Social media was running wild over this past weekend about the way ESPN provided lopsided coverage of the Knicks-Pacers Game 7 in their second round. Earlier this week, Dan Patrick addressed the subject on The Dan Patrick Show, clips of which were played by Ken Carman and Anthony Lima on 92.3 The Fan in Cleveland.
Patrick said he was “embarrassed for ESPN” about the slanted coverage. He added, “I don’t need a Stephen A. Smith arrival video, I don’t need a pep talk with him and Spike Lee. He doesn’t work for the Knicks; he works for ESPN. I was really surprised, and I didn’t care who won but after that I was rooting for the Pacers.”
Adding to what Patrick said Lima commented, “I saw Stephen A. Smith arriving like he was a wing for the New York Knicks. I mean that’s the only way I can say it. To me it was typical Stephen A. Smith stuff. I’m entertained by Stephen A. Smith”
As it related to the unbalanced coverage between the larger market Knicks and the smaller market Pacers, Lima said, “I think they’ve gone too far with the Knicks thing.”
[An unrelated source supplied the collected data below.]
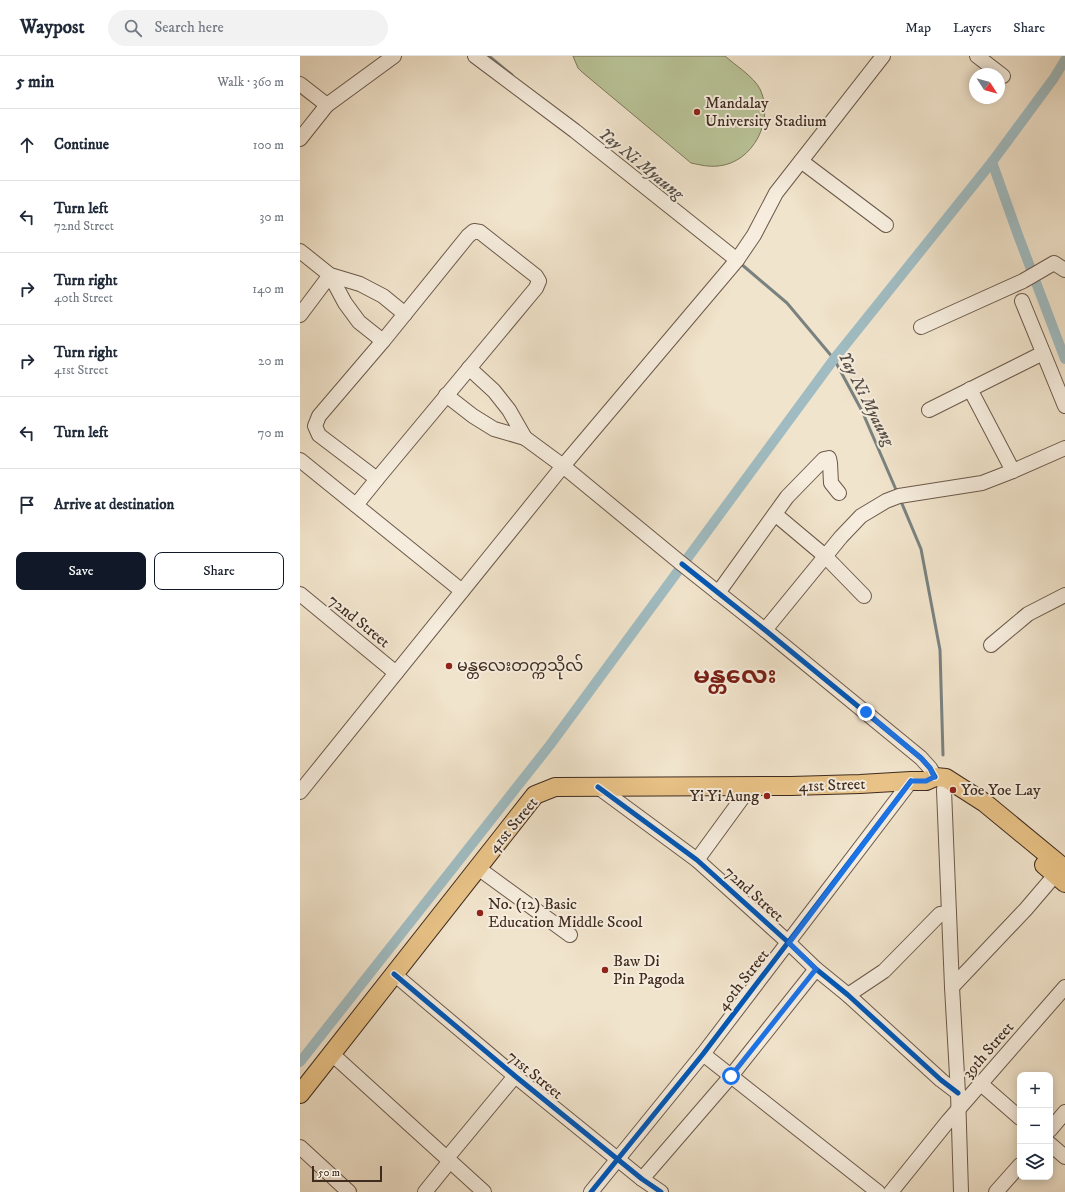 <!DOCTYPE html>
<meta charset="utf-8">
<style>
:root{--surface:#fff;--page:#f2f2f3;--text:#1f2937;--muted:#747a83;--line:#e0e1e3;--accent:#111827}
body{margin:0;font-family:"IM FELL DW Pica","Noto Sans Myanmar",serif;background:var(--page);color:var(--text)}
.controls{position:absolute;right:12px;bottom:12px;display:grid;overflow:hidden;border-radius:8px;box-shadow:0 2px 10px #0003}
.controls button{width:36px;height:36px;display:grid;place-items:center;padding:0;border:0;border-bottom:1px solid var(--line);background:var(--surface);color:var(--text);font:20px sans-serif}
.compass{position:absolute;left:669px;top:12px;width:36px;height:36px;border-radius:50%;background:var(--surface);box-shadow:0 2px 10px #0003;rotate:126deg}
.scale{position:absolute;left:12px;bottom:10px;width:70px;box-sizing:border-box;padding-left:4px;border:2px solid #3f2b1f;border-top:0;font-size:11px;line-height:14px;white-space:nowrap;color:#3f2b1f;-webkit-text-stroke:3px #f6edde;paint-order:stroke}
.stop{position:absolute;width:12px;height:12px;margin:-9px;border:3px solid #1a73e8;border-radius:50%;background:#fff}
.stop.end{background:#1a73e8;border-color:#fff;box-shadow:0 1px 4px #0008}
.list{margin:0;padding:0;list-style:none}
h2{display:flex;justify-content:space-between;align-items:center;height:52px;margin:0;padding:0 16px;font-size:17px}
h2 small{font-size:13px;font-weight:400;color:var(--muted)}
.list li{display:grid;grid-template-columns:26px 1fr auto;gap:12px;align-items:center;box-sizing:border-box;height:72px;padding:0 16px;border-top:1px solid var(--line)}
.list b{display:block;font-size:15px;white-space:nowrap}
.list p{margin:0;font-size:13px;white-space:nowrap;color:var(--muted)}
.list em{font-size:13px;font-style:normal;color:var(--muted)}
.actions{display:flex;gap:8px;padding:12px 16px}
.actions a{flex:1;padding:9px 0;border:1px solid var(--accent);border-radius:8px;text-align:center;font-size:14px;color:var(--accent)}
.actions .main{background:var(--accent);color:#fff}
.icon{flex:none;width:22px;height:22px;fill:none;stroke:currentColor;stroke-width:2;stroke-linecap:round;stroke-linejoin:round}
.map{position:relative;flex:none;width:765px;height:1136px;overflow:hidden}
header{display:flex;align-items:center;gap:24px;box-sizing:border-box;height:56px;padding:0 20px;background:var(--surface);border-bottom:1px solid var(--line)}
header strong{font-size:19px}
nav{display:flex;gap:22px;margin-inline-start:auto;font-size:14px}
.search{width:280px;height:36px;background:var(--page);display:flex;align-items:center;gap:10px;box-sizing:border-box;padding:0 14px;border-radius:22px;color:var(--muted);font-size:15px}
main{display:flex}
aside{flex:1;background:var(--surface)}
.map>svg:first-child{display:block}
</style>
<header>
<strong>Waypost</strong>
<div class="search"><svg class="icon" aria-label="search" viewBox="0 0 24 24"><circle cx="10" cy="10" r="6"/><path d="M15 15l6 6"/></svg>Search here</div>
<nav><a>Map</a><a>Layers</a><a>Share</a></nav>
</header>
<main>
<aside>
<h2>5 min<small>Walk · 360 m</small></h2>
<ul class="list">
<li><svg class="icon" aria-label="ahead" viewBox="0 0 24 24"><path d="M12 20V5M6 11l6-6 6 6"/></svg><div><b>Continue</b></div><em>100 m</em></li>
<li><svg class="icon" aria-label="left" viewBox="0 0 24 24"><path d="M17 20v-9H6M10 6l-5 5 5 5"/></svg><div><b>Turn left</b><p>72nd Street</p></div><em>30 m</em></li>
<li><svg class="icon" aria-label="right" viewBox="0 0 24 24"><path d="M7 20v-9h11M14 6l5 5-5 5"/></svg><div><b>Turn right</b><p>40th Street</p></div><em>140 m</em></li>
<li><svg class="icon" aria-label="right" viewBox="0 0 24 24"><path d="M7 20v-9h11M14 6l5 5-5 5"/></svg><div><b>Turn right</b><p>41st Street</p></div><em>20 m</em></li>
<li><svg class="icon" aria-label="left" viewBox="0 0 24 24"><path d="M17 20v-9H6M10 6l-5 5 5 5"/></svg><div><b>Turn left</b></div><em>70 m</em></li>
<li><svg class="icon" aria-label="arrive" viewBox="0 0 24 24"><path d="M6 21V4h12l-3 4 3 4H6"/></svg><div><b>Arrive at destination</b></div></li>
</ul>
<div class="actions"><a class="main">Save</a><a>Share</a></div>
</aside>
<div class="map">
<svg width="765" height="1136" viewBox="0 0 765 1136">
<rect width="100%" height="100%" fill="#f1e4cc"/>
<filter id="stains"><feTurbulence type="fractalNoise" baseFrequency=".005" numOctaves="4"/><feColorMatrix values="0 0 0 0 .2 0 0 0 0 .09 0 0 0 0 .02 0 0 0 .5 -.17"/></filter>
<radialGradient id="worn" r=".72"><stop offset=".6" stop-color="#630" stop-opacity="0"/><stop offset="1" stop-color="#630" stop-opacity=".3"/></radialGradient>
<path fill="#b9c498" stroke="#7c785c" d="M273 0H425C435 9 454 21 460 33 475 64 453 107 418 110 409 111 400 109 391 107L282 16 278 12Z"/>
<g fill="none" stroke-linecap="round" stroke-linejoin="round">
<g stroke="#798281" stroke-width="3">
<path d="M189 0 212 19"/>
<path d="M440 207 487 247 534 303 562 355 597 436"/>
<path d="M600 443 621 493 640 594 643 699"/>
</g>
<g stroke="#a0bcc2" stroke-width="10">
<path d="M692 106 718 179 765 303"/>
<path d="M0 1006 250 689 534 303 692 106 754 22 765 4"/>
</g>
<g stroke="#6c594a" stroke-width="16">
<g id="minor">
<path d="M175 0 275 75 437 204 454 179 476 137 583 0"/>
<path d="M677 0 703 20"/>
<path d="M0 28 27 49"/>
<path d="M0 83 27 49 94 0"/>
<path d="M501 105 586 169"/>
<path d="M174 175 180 176 236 220 239 225 236 232 77 423 19 379 15 370 19 360 83 285 168 180Z"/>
<path d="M0 195 30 219 60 228 83 240 105 258"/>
<path d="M30 219 45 247 59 266 83 285"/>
<path d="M722 245 765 350"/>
<path d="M0 259 30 219"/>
<path d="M621 271 723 225 754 207 765 214"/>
<path d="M670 333 713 415"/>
<path d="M146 339 173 360 194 373 225 382 209 354 194 335 169 312"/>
<path d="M629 354 743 297"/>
<path d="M225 382 263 410 382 508 465 574 621 702 630 712 635 721"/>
<path d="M0 404 162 535"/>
<path d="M56 449 77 423"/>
<path d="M475 458 525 500 564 540"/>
<path d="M418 537 487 441 524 403 529 402 530 407 531 427 539 437"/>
<path d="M0 538 96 617"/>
<path d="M465 574 541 481 561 460 586 445 599 440 682 427 713 415 765 392"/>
<path d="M691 589 728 558 765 539"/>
<path d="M646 722 644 734 652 931 658 1037 661 1136"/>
<path d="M298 731 397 804 489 887 516 913 548 939 641 1024 658 1037"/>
<path d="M0 736 263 410 437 204"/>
<path d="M397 804 451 730"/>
<path d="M178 812 270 879"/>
<path d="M94 918 215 1020 342 1123 361 1136"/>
<path d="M652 931 726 853 761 812"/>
<path d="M548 939 584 915 640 858 649 857"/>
<path d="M32 998 184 1136"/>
<path d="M403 998 578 1136"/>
<path d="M681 1028 720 1062"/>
<path d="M750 1074 765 1056"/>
<path d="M750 1088 765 1101"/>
<path d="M0 1091 49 1136"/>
<path d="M147 1102 215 1020"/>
<path d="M342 1123 431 1020 516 913"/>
<path d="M125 1136 150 1105"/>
<path d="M291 1136 403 998 611 725"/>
<path d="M591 1136 649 1064 765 931"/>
<path d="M696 1136 720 1109"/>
</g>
</g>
<g stroke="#3f2b1f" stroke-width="20">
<g id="major">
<path d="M744 809 765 827"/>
<path d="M0 1038 235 739 255 731 491 730 560 728 611 725H626L635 721 646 722 685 747 765 813"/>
</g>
</g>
<use href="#minor" stroke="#f6edde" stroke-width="14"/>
<use href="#major" stroke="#e8c286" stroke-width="18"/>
<g stroke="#f6edde" stroke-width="8">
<g id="cycleway">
<path d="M382 508 465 574 621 702 630 712 635 721"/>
<path d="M298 731 397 804 489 887 516 913 548 939 641 1024 658 1037"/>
<path d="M94 918 215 1020 342 1123 361 1136"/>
<path d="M291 1136 403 998 611 725"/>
</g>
</g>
<use href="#cycleway" stroke="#0057b8" stroke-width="5"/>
</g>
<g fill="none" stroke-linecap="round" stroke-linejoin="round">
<path stroke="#1a73e8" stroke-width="5" d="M431 1020 516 913 489 887 611 725H626L634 721 630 712 621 702 566 656"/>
</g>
<g fill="#8f2418" stroke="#f6edde" stroke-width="1.5">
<circle cx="397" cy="56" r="4"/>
<circle cx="149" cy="610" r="4"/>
<circle cx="653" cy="734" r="4"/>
<circle cx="467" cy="740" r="4"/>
<circle cx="180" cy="857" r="4"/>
<circle cx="305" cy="914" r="4"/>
</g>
<g text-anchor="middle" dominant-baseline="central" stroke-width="4" stroke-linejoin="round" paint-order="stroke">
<g font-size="16" fill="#3f2b1f" stroke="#f6edde" text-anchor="start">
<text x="405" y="47">Mandalay<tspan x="405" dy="18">University Stadium</tspan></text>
<text x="157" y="610">မန္တလေးတက္ကသိုလ်</text>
<text x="661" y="734">Yoe Yoe Lay</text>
<text x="459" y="740" text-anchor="end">Yi Yi Aung</text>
<text x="188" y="848">No. (12) Basic<tspan x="188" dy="18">Education Middle Scool</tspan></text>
<text x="313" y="905">Baw Di<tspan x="313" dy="18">Pin Pagoda</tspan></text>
</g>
<g font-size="16" fill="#3f2b1f" stroke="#f6edde">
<text transform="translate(59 565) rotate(39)">72nd Street</text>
<text transform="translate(532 729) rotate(-2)">41st Street</text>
<text transform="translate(213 769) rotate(-50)">41st Street</text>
<text transform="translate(454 838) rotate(42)">72nd Street</text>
<text transform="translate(443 924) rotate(-52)">40th Street</text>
<text transform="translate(688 994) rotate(-49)">39th Street</text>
<text transform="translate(235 1019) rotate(39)">71st Street</text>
</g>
<g font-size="17" font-style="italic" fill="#574f48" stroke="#f6edde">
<text transform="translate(341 108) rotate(39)">Yay Ni Myaung</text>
<text transform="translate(566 343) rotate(63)">Yay Ni Myaung</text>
</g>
<g font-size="24" font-weight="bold" fill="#7a1f14" stroke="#f6edde">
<text x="435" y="620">မန္တလေး</text>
</g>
</g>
<rect width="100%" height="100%" filter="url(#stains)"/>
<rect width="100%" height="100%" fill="url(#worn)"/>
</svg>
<div class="controls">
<button>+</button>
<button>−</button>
<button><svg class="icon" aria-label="layers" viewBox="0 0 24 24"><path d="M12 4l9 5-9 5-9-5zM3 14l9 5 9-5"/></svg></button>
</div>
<svg class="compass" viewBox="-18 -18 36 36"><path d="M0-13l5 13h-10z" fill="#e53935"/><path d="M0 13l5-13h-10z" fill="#747a83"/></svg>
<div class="scale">50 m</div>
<div class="stop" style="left:431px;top:1020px"></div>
<div class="stop end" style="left:566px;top:656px"></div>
</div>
</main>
He then wondered if the coverage was actually something ESPN might have wanted, trying to generate more interest in keeping people around to watch the game. “I do wonder though…Dan Patrick said, ‘I didn’t have any rooting interest until I saw that and then I was rooting for the Pacers,’ Lima said. “…Do you think that’s maybe how ESPN could sleep at night, knowing that they might be building up interest in the game? … Now, after seeing Stephen A. and that song and dance and him do the clown show and him play this character, that it made people more interested in watching the game and having that kind of buy in? … Now all of a sudden you have Pacers fans that weren’t Pacers fans before the broadcast. That is what the networks want to do, they do want to generate some emotional tie in.”
Lima continued, “Showing Stephen A. before the game, I thought was hilarious. But then, on the set, it was halftime, the Knicks were getting steamrolled…they go to the halftime show and Stephen A. is apoplectic, and then Michael Wilbon…it almost sounded like he was rooting for the Knicks. You just can’t have everybody rooting for the Knicks on your show.”